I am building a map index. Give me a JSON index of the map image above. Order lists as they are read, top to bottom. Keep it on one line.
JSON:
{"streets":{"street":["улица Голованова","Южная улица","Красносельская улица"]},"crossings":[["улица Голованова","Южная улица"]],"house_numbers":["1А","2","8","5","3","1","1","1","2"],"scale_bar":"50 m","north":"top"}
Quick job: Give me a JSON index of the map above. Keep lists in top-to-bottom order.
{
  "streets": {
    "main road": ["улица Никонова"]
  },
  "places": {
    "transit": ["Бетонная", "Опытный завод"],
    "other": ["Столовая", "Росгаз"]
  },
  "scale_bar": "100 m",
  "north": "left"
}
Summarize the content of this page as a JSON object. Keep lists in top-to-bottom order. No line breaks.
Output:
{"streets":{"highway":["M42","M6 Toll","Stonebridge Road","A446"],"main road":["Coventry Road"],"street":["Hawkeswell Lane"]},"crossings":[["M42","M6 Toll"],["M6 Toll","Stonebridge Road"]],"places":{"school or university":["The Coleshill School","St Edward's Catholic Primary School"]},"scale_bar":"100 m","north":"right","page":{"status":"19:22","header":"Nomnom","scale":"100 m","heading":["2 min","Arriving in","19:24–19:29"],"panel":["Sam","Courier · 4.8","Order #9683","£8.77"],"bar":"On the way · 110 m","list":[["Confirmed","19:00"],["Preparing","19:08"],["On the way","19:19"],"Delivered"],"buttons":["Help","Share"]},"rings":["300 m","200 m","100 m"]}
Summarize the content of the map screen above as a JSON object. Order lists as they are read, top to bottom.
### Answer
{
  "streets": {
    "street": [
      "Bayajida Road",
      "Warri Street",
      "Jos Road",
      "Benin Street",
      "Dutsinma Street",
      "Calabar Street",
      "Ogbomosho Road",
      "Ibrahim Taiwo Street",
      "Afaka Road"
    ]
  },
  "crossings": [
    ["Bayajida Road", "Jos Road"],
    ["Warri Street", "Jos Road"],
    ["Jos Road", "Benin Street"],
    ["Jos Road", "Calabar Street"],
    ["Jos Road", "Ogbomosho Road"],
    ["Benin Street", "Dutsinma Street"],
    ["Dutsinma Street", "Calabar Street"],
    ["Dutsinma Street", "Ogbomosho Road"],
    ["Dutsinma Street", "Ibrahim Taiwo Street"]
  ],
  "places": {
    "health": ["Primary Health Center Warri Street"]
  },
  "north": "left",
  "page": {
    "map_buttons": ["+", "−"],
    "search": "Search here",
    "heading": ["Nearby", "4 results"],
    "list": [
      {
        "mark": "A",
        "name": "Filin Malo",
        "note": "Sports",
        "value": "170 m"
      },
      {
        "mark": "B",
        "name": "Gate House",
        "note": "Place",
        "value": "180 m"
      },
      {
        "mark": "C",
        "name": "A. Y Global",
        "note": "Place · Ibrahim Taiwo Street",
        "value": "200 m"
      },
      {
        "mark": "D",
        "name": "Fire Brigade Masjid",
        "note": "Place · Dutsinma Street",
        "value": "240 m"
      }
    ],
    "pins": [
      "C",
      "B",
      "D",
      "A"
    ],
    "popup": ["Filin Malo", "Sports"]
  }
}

::::

- **Work request**:
Among the lines of the material, find those holding the word "read" and return them.

- **Answer to the problem**:
I am building a map index. Give me a JSON index of the map image above. Order lists as they are read, top to bottom. Keep it on one line.
Summarize the content of the map screen above as a JSON object. Order lists as they are read, top to bottom.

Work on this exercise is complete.